The low mountain house presently echoed with the girls' laughter, for indulging in their usual propensity to prolong recreation, a dressing-up contest was crowded in the hour of undressing. Billie Burks and boudoir caps, under long capes and wild draperies, furnished equipment adequate and ridiculous, so that even Jennie, who was dragged from her mending out to the second hall to serve as audience, found herself laughing foolishly at the girl scouts' antics.
Cleo impersonated "Walla-Hoola," with a string of twenty neckties (borrowed from Uncle Guy's room) dangling around her waist, over a combination of pink crêpe and bluebird pajamas. At the back of her neck, in savage glee, was propped the piano feather duster, the same being somewhat supported by another necktie of Kelly green hue, that banded her classic brow.
Madaline "tried on" Circe, all swathed up in a billowy white mosquito netting, that might never again be used as a bed canopy. She found her "rock" on a third floor landing, and clung frantically to the stairs post, while the wild sea of perfectly good oak steps dashed savagely at her uncovered toes. She also pink-pinked Cleo's ukelele, according to Circean traditions.

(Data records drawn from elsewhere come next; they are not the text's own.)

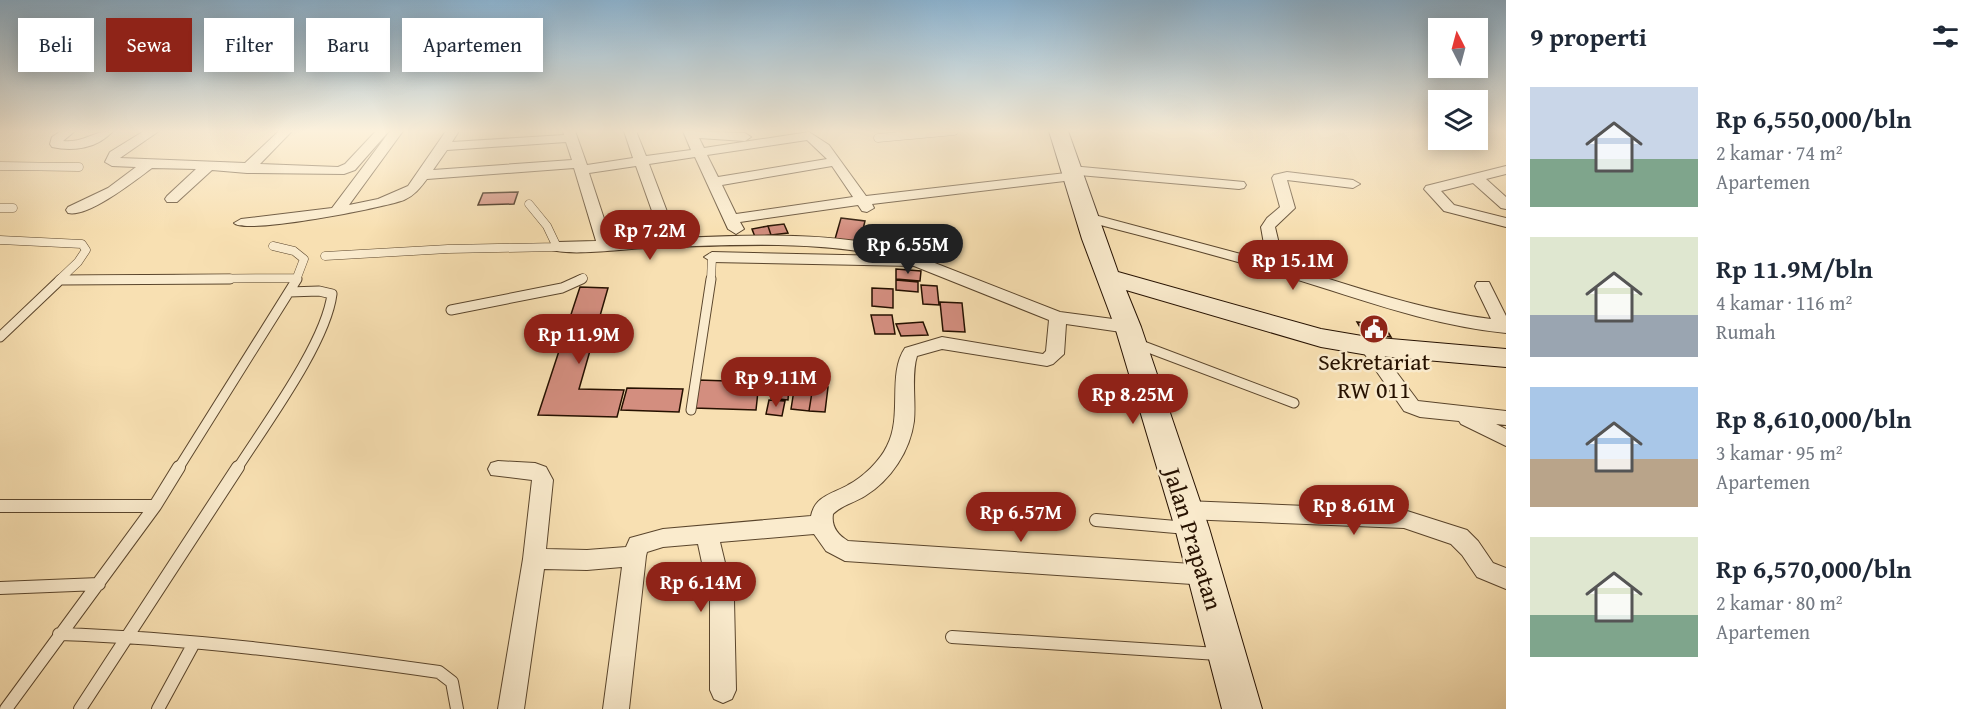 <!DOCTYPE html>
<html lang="id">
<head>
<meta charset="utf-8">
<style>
	body { margin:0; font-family:"Gentium Book Plus",serif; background:#f2f2f3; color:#1f2937; height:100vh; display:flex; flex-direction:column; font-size:22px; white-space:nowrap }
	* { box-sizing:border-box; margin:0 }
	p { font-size:20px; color:#747a83 }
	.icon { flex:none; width:33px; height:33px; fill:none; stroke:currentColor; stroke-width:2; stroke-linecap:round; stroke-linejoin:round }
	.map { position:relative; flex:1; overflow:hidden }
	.panel { display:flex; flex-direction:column; background:#fff; width:480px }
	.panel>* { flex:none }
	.guide { position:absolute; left:18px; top:18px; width:570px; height:54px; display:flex; gap:12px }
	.needle { width:39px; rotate:354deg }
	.buttons { position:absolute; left:1428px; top:18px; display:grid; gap:12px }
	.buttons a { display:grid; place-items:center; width:60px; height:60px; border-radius:0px; background:#fff; box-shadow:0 3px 15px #0003; font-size:30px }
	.price { position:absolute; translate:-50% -51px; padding:0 14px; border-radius:21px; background:#8f2418; color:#fff; font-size:20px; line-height:39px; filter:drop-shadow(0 2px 3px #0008) }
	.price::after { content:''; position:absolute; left:50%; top:36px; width:18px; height:14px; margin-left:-9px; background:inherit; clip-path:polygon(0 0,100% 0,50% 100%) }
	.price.selected { background:#222; color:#fff }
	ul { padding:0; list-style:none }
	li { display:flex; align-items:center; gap:18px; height:150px; padding:0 24px }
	li span { display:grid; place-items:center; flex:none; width:168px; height:120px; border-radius:0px; color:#555 }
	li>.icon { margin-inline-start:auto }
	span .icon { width:72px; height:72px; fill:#fffc; stroke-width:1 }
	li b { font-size:26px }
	h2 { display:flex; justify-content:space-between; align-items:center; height:72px; padding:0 24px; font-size:26px }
	.chip { padding:0 21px; border-radius:0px; background:#fff; box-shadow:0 3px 15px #0003; font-size:21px; line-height:54px }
	.chip.selected { background:#8f2418; color:#fff }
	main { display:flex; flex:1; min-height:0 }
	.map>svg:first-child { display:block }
	.building { fill:#d38e7f; stroke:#261100; stroke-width:1.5 }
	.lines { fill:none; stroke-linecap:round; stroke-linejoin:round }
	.lane-far2-casing { stroke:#5a452c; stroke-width:9 }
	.lane-far1-casing { stroke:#5a452c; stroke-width:11 }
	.lane-casing { stroke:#5a452c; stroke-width:14 }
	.street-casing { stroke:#5a452c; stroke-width:2 }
	.secondary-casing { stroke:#261100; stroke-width:2 }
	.lane-far2 { stroke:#faebcd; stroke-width:8 }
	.lane-far1 { stroke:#faebcd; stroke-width:9 }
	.lane { stroke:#faebcd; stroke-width:12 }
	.street { fill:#faebcd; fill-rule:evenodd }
	.secondary { fill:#faebcd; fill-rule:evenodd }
	.labels { text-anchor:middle; stroke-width:5; stroke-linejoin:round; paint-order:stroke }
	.poi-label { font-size:24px; fill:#261100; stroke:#faebcd }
	.street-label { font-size:24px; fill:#261100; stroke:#faebcd }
</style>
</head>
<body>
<main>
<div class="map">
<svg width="1506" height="709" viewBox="0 0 1506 709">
	<rect width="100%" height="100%" fill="#f8e0b2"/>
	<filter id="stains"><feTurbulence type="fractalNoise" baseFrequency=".00333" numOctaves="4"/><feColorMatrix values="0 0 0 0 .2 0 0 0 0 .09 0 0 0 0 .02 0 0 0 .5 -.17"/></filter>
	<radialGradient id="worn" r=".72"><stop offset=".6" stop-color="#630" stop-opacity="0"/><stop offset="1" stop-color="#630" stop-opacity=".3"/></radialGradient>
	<path class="building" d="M518 192 514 204 478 205 483 193Z
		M841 218 865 221 860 242 835 239Z
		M784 224 788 233 771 235 768 226Z
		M768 226 771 235 755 237 752 229Z
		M896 269 921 271 920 281 896 279Z
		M896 280 918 282V292L896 290Z
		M921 285 937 286 939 305 923 304Z
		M580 287 608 288 579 389 624 390 617 417 538 415Z
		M872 288 893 289V308L872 306Z
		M940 302 962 303 965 332 943 331Z
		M871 315H892L895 334H875Z
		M923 322 928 335 901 336 896 324Z
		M1357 322 1384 325 1391 337 1384 336 1387 340 1372 339 1369 335 1364 334Z
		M698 380 759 382 756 410 694 408Z
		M773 384 789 385 788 400 771 398Z
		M795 384 813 386 809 411 791 409Z
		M813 386 828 387 825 412 809 411Z
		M627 388 683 389 679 412 621 410Z
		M769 400 785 401 782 416 766 414Z"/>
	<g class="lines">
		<g class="lane-far2-casing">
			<path id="lane-far2" d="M878 138 954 131
				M0 166 79 167
				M0 208H13
				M0 240 82 244 86 250 78 262 59 280
				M273 246 294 251 304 259 296 280
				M325 256 448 249 557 247 547 226 529 204
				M60 280 297 278
				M579 280 583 278
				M711 280 712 257"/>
		</g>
		<g class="lane-far1-casing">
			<path id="lane-far1" d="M60 280 230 279
				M451 310 562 288 582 279
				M0 337 61 279
				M1138 344 1294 403
				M691 410 711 279
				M178 469 297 279
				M237 469C265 425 326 343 332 294L319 291 289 292"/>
		</g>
		<g class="lane-casing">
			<path id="lane" d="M0 506H155
				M1096 520 1187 528
				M0 588 99 584
				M59 634C187 638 312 654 439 672L452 682 457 709
				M952 637 1218 654
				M6 709 155 506 179 467
				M80 709 238 467
				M158 709 194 643"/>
		</g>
		<g class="street-casing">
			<path id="street" d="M61 131H75L63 141C85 143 92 131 113 131 98 148 74 152 52 147L50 144 52 137Z
				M144 131H159L120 158 245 163 279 131H292L260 164 338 167 345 164 376 131H389L355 170 344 174 247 173 212 170 177 202H167L165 199 167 196 196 169 152 168C136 180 88 218 68 213L66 210 68 207 108 188 136 167 112 166 105 162 110 152Z
				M390 131H403L349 205 378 199 408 186 446 131H459L452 142 564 135 563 131H575L587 165 633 158 624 131H636L646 156 691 150 683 131 745 133 751 137 745 141 699 138 704 148 809 132 829 145 866 196 1066 173 1064 170 1066 167 1071 166 1244 182 1246 185 1244 188 1239 189 1079 175 1078 179 1073 180 872 204 874 208 867 212 862 211 858 205 740 222 744 229 736 234 728 229 695 157 649 164 677 238C753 235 829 231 904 250L906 253 904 256 922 258 1060 312 1128 321 1134 323 1137 327 1134 331 1128 333 1066 324 1064 354 1053 364 1047 366 942 349 917 356C911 375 916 400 914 421 910 451 891 480 865 496 854 503 842 505 833 514 831 527 838 535 848 541L1207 565 1215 568 1219 575 1215 582 1207 585 845 561 826 551 814 534 720 542 734 600 736 690 732 699 723 703 714 699 710 690V600L698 544 663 547 647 552 646 556 629 709H603L622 567 587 570 544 569 524 709H498L523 559 532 480 491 475 488 469 491 463 498 461 535 463 546 467 553 480 546 549 587 550 626 547 630 538 663 529 811 516C815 496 832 494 848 485 863 477 880 461 887 446 903 416 887 374 905 348L942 337 1043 354 1046 351 1049 320 914 266 712 262 704 257 712 252 888 256C808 240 728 245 647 248 623 249 573 256 552 250L549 247 552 244 557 242 596 241 574 168 427 179C420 188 415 195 404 200 383 208 244 235 234 223L241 219 332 208ZM807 140 827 159 718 177 707 155ZM566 142 572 160 433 170 447 150ZM636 166 662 239 611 240 589 173ZM832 166 853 197 736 214 722 185Z
				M1506 166V174L1486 179 1506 197V209L1501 208 1473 183 1441 191 1454 205 1506 218V227L1444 211 1424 189 1426 186Z
				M1287 172 1353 180 1360 184 1353 188 1287 180 1295 208 1275 227 1284 265C1353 286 1420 310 1491 319L1475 286 1477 282H1489L1506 316V333C1425 325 1350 295 1272 272 1209 253 1145 237 1082 220L1080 217 1087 213 1267 261 1261 227 1267 218 1280 207 1272 178 1274 175Z
				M1368 340 1374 342 1418 401 1506 411V425L1496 424 1506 429V446L1461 424 1459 421 1420 417 1404 411 1359 346 1362 342Z
				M1186 501 1404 510 1467 530 1478 541 1493 563 1506 568V589L1477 577 1462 555 1451 544 1404 528 1186 519 1178 516 1175 510 1178 504Z"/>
		</g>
		<g class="secondary-casing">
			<path id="secondary" d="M1049 131H1068L1118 272 1321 329 1368 337 1506 349V367L1368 355 1321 347 1126 290 1141 327 1209 528 1262 709H1222L1175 528 1115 327 1082 239Z"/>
		</g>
		<use href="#lane-far2" class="lane-far2"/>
		<use href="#lane-far1" class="lane-far1"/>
		<use href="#lane" class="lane"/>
		<use href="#street" class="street"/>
		<use href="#secondary" class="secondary"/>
	</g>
	<linearGradient id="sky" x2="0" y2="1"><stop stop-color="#8cb6d5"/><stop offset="0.57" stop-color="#fcf1dc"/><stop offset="1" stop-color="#fcf1dc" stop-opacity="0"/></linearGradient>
	<rect width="1506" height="230" fill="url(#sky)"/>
	<defs>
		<g id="civic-disc" transform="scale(1.5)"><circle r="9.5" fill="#8f2418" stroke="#faebcd"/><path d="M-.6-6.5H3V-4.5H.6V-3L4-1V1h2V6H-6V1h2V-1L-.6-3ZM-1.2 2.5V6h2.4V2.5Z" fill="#fff"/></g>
	</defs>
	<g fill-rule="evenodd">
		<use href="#civic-disc" x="1374" y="329"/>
	</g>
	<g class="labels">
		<g class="poi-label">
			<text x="1374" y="370">Sekretariat<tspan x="1374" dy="28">RW 011</tspan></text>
		</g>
		<g class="street-label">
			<text transform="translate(1193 539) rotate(73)" y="8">Jalan Prapatan</text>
		</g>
	</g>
	<rect width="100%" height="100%" filter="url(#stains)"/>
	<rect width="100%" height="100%" fill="url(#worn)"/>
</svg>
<div class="buttons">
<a><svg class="needle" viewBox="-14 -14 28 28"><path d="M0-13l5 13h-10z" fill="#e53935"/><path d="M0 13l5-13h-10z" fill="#747a83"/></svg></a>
<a><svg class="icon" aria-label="layers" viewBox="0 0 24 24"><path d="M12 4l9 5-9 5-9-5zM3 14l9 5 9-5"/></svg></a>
</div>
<b class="price" style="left:650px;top:261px">Rp 7.2M</b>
<b class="price selected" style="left:908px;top:275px">Rp 6.55M</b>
<b class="price" style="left:1293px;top:291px">Rp 15.1M</b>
<b class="price" style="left:579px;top:365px">Rp 11.9M</b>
<b class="price" style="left:776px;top:408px">Rp 9.11M</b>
<b class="price" style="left:1133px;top:425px">Rp 8.25M</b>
<b class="price" style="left:1354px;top:536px">Rp 8.61M</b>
<b class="price" style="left:1021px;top:543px">Rp 6.57M</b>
<b class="price" style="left:701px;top:613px">Rp 6.14M</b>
<div class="guide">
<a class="chip">Beli</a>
<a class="chip selected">Sewa</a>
<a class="chip">Filter</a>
<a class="chip">Baru</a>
<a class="chip">Apartemen</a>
</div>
</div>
<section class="panel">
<h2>9 properti<svg class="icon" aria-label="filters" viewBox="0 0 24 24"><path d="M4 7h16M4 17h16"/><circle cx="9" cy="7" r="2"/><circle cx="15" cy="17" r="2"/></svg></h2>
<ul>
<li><span style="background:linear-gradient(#c9d6e8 60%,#7fa58c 0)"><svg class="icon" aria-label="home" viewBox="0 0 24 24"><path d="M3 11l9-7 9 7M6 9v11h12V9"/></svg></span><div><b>Rp 6,550,000/bln</b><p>2 kamar · 74 m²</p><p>Apartemen</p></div></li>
<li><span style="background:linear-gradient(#dfe7d0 65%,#9aa5b1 0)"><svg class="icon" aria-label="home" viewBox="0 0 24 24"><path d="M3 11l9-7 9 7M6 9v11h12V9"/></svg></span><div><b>Rp 11.9M/bln</b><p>4 kamar · 116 m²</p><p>Rumah</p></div></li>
<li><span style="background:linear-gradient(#a9c7e8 60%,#b9a48a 0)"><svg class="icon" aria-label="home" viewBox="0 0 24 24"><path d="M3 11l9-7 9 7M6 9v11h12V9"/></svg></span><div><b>Rp 8,610,000/bln</b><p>3 kamar · 95 m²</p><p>Apartemen</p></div></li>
<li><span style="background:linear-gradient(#dfe7d0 65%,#7fa58c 0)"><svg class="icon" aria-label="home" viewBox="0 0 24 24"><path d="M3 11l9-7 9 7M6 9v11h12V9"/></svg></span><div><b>Rp 6,570,000/bln</b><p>2 kamar · 80 m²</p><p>Apartemen</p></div></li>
</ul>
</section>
</main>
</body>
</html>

Grace rolled around the floor in the ocean waves—the lost soul who was to be saved by someone, anyone would do, so far as Grace was concerned. All she had to worry about apparently was the roll. Had she been a little older, and just a little more rotund, one might have suspected her indulging in a treatment; but it required, finally, the combined strength of Cleo and Jennie to extricate the "lost soul" from the meshes into which that roll and a couple of fine silkoline quilts had engulfed her.
"Mrs. Dunbar wouldn't like to have the quilts soiled," interposed Jennie wisely, "and now, girls, dear, do run along to bed. You've had a fine time, and I enjoyed the show first rate."
"Thank you, Jennie!" panted Grace, crawling out of her cocoon like a human caterpillar. "We had a lovely time also. And, Jennie, will you please be sure to leave your door open? Michael may be a very sound sleeper, and you know we all have to be on guard to-night."
"Indeed, Grace, not a step could come up that gravel path, or through the grass itself, but I would hear it"—Jennie was proud of her nocturnally acute sense of sound, or suspicion of mere noises—"and you may sleep sound as Michael himself, for nothing will come near this lodge unbeknownst to Jennie Marlow."
"That's a good Jennie," Cleo patted the trusted servant, "and if I hear even the tiniest bit of a noise, like a chipmunk, or a tree toad, you can expect me to come pouncing into your nice big feather bed."
"And leave us!" protested Madaline, who was no longer the entrancing
Circe.
"There'll be room for all of you, crosswise, like our old buckboard," Jennie assured them once more, and this time the "good-night" was allowed to take effect.